Looking through the data, please report how many lines contain the string "canvas", giving nothing but the number.

*** Data listing ***

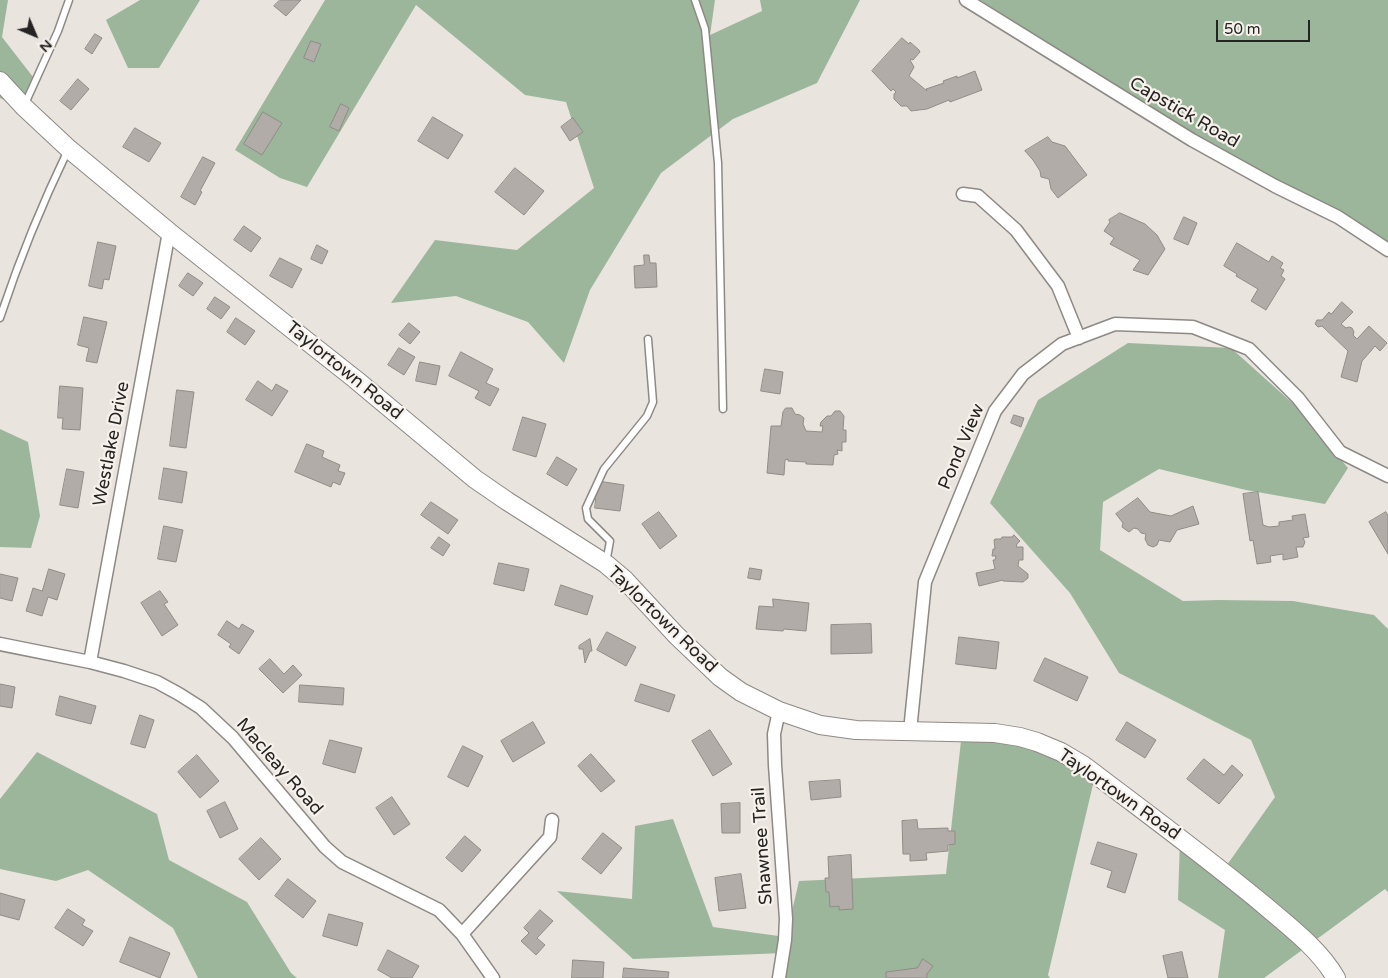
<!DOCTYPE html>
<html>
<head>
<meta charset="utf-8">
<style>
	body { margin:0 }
	#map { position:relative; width:1388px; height:978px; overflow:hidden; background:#eae4df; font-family:"Varela Round",sans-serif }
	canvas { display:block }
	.north { position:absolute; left:10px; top:10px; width:50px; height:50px; -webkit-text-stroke:4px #f7f1ec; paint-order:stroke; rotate:135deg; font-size:14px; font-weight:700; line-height:20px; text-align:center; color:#262422 }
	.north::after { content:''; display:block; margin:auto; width:18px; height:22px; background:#262422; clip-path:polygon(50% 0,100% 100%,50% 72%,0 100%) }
	.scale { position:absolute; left:1216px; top:20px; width:94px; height:22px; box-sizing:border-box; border:2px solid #262422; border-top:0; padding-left:6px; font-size:15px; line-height:18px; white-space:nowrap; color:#262422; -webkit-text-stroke:4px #f7f1ec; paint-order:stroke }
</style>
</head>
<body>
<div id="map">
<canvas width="1388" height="978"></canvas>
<div class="north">N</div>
<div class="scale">50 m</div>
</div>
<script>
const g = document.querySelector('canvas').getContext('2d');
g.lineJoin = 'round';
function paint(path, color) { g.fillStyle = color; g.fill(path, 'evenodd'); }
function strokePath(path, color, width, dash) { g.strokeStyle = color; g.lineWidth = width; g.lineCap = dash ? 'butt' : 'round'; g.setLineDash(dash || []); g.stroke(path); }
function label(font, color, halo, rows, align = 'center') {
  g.font = font + ' "Varela Round",sans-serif'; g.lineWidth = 4.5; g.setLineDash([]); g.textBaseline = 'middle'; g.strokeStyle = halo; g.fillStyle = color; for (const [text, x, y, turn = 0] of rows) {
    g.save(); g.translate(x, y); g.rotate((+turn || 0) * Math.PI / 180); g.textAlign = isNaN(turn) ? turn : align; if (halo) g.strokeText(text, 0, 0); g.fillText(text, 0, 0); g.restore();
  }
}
paint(new Path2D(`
	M0,0H8L2,37L33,77L19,106L0,98Z
	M140,0H200L159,68H128L106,20Z
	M325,0H715L710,35L762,11L760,0H860L817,83L733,119L661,173L590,290L564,363L528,322L456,296L391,303L435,240L517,250L594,188L566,102L525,95L416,5L307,187L280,178L235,150Z
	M980,0H1388V242L1173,127Z
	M1128,343L1231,348L1298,408L1348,468L1325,504L1246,490L1159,469L1103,502L1100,550L1183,601L1219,600L1293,601L1374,615L1388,629V892L1385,889L1264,978H1218L1225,930L1178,900L1180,840L1222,872L1275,797L1251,740L1119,673L1070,593L990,503L1038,400Z
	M0,429L28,442L40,516L31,548L0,547Z
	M961,741L1031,742L1095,776L1048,975L1050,978H785L784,953L633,959L557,891L632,899L635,826L673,819L713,927L786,937L799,881L946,874Z
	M37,752L157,814L169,860L247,902L291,973L297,978H198L173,928L88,870L56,881L0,869V799Z`), '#9cb69b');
const building = new Path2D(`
	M280,0H301L286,16L274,6Z
	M95,34L102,38L92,54L85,49Z
	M902,38L909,44L910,42L919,50L920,52L913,60L911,59L910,60L914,67L909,76L927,91L926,89L944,83L943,81L957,76V78L975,71L982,90L950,102L949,100L927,109L911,111L907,106H901L894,99V94L896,92L893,89L891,91L872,71Z
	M311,41L321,44L314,62L304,58Z
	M78,79L89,89L71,110L60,101Z
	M341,104L349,108L339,131L330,127Z
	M263,112L282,123L262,155L244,144Z
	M433,117L463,135L448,159L418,141Z
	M573,118L583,132L570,141L561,127Z
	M135,128L161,143L149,162L123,147Z
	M1048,137L1052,142L1065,146L1087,175L1058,198L1051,189L1049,179L1041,177L1040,171L1033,160L1025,151Z
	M203,157L215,163L200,191L202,192L195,205L181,197Z
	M515,168L544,191L524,215L495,192Z
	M1120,213L1145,224L1157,235L1165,249L1148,275L1133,270L1140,260L1110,244L1114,238L1104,231L1110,222L1109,220Z
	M1184,217L1197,223L1188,245L1174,239Z
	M244,226L261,238L251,252L234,240Z
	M98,242L116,246L109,280L104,279L102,289L89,286Z
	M1237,243L1269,262L1272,256L1283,263L1280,268L1284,270L1281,276L1285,279L1266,310L1251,301L1258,289L1236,276L1237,274L1224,266Z
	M317,245L328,251L322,264L311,259Z
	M644,255H649L650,263H656L657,287L635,288L634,266L644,265Z
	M280,258L302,269L292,288L270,276Z
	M188,273L203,283L193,296L179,286Z
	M215,297L230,307L221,319L207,309Z
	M1342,302L1353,312L1341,324L1346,328L1349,327L1352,328L1354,332L1353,335L1357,339L1369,326L1387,343L1380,351L1375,346L1370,352L1362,361L1357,382L1341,377L1348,351L1322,326L1318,327L1315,324L1317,320H1322L1329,312L1331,314Z
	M84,317L107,322L97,363L86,361L89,348L78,345Z
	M236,318L255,331L245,345L227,332Z
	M409,323L420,332L410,344L399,335Z
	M399,348L415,357L404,375L388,365Z
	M461,352L493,369L486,383L499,389L490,406L475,398L479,391L449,376Z
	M420,362L440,366L436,385L416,381Z
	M765,369L783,372L780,394L761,391Z
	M258,381L272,391L276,384L288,391L272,416L246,400Z
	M60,386L83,388L80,430L62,429L63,418H58Z
	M177,390L194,392L186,448L170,446Z
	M786,408H792L795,414L800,415L804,418L803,424L806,431L822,432L823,426H820L821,422L827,416H831L835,411H840L844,416L843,430H846V442H842V451L837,450L838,454L834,455L833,465L806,464V462L788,461V459L785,460L784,475L767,473L771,426H781L783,412Z
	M1014,415L1024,418L1021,427L1011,423Z
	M523,417L546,424L536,457L513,450Z
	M307,444L324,451L322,457L340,465L338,471L345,473L340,485L333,482L331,487L295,472Z
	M557,457L577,469L567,486L547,474Z
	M164,468L187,472L182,503L159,499Z
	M67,469L84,472L78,508L60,505Z
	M598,481L624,485L620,511L595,508Z
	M1258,492L1263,525L1269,527L1279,526V522L1293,520L1292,516L1305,514L1309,537L1303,538L1305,542L1303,547H1296L1298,557L1283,560V554L1270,556L1271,562L1257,564L1253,540L1250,541L1243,494Z
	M1138,498L1150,512L1171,516L1193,506L1199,524L1177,530L1170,542L1159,540L1157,545L1153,547L1148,545L1145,539L1146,534L1141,533L1138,529L1134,528L1129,532L1126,530L1122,527L1123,523L1116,514Z
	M431,502L458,520L448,534L421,515Z
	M659,512L677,536L660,549L642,524Z
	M1386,512L1388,516V554L1369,522Z
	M164,526L183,530L176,562L158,559Z
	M1014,535L1020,541L1017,544L1016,547H1023V560H1019L1018,566L1028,574V578L1023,582L1003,581V580L979,586L976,573L995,569L993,560H995L996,556H992L993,549H995L994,540L995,539H1001L1002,537H1012Z
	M439,537L450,545L443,556L431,548Z
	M499,563L529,569L524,591L494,584Z
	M750,568L762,570L760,580L748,578Z
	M49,569L65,574L57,600L48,597L42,616L26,611L33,588L42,591Z
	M0,574L18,578L12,601L0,598Z
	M561,585L593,596L587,615L555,605Z
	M160,591L168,602L164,604L178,625L162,636L141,603Z
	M773,599L809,603L806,631L784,629L783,631L756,629L759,606L773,607Z
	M227,621L239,629L242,624L254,631L239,654L229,647L231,644L218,635Z
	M871,624L872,653L831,654V625Z
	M607,632L636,647L626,666L597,650Z
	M959,637L999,642L996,669L956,664Z
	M590,639L592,651H590L585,663L583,649H579V646Z
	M1045,658L1088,677L1077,701L1034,681Z
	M270,659L284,674L293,665L302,675L283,693L259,669Z
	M0,684L15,687L12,708L0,706Z
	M641,684L675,695L669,712L635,701Z
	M300,685L344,688L343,705L299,702Z
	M60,696L96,706L91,724L56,715Z
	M140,715L154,720L145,748L131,744Z
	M533,722L545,743L513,762L501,741Z
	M1127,722L1156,740L1145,758L1116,740Z
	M710,730L732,764L713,776L692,741Z
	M330,740L362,748L355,773L323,764Z
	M463,746L483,756L468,787L448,777Z
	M591,754L615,781L601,792L578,766Z
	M197,755L219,781L200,798L178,772Z
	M1204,759L1224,775L1232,765L1243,775L1219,804L1187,779Z
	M840,780L841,797L811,800L809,782Z
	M392,797L410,824L394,835L376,808Z
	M225,802L238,829L220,838L207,811Z
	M740,803V833H722L721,804Z
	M917,820L918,829L948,828V831H955V844L948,845V851L926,853L927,860L910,861V854H903L902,821Z
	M603,833L622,848L601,874L582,859Z
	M465,836L481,850L462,872L446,858Z
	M261,838L281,859L259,880L239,859Z
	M1098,842L1137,854L1125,893L1107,887L1112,871L1091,864Z
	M851,855L853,909L839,910V906L830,907L829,892H826L825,878H829L828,857Z
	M741,874L746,908L719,911L715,878Z
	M288,879L316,901L303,918L275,896Z
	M0,893L25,900L19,920L0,915Z
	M68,909L85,920L82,925L93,931L83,946L55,928Z
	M540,910L553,921L537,938L545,945L536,955L521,941L529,933L524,928Z
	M329,914L363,923L357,946L323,936Z
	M130,937L170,953L160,978L120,962Z
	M388,950L419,966L412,978H392L378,970Z
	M1182,952L1188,978H1168L1163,956Z
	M923,959L933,966L927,974V978H886V972L917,968Z
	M573,960L604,962L603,978H572Z
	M624,968L669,972L668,978H623Z`);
paint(building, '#b1aca7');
strokePath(building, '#918c87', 1);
const lane = new Path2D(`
	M695,0L705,29L718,163L723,409
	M24,106L58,31L69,0
	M0,318C19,260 42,204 68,150
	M606,563L610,541L588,519L586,508L604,469L647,416L653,402L648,339`);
const street = new Path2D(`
	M966,0L1192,140L1275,186L1338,217L1388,250
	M963,194L978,196L1016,230L1058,286L1079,338
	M0,644L90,662L124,671L157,682L179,694L201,708L233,738L325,847L342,862L439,910L462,934L493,978
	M90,662L169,232
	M910,731L925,582L995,411L1023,374L1062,344L1115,324L1193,327L1249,349L1298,398L1340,452L1388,476
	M462,934L550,837L552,820
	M779,978L785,940L786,919L775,765L774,734L779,711`);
const secondary = new Path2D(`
	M0,81L24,107L69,149L169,232L355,379L475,479L507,501L606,564L625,580L676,635L720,677L741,692L779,711L820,725L856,730L995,733L1020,737L1037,742L1061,752L1083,765C1144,811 1205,856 1264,905C1290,927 1319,949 1336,978`);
strokePath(lane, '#8e8985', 9);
strokePath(street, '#8e8985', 15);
strokePath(secondary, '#8e8985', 20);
strokePath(lane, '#fff', 6);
strokePath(street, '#fff', 12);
strokePath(secondary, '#fff', 18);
label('18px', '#262422', '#f7f1ec', [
	["Capstick Road",1184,113,30],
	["Taylortown Road",344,371,39],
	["Westlake Drive",112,444,-79],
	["Pond View",962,447,-67],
	["Taylortown Road",662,620,44],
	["Macleay Road",279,767,49],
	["Taylortown Road",1119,795,35],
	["Shawnee Trail",763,846,-94]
]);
</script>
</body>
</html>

***

Exercise result
3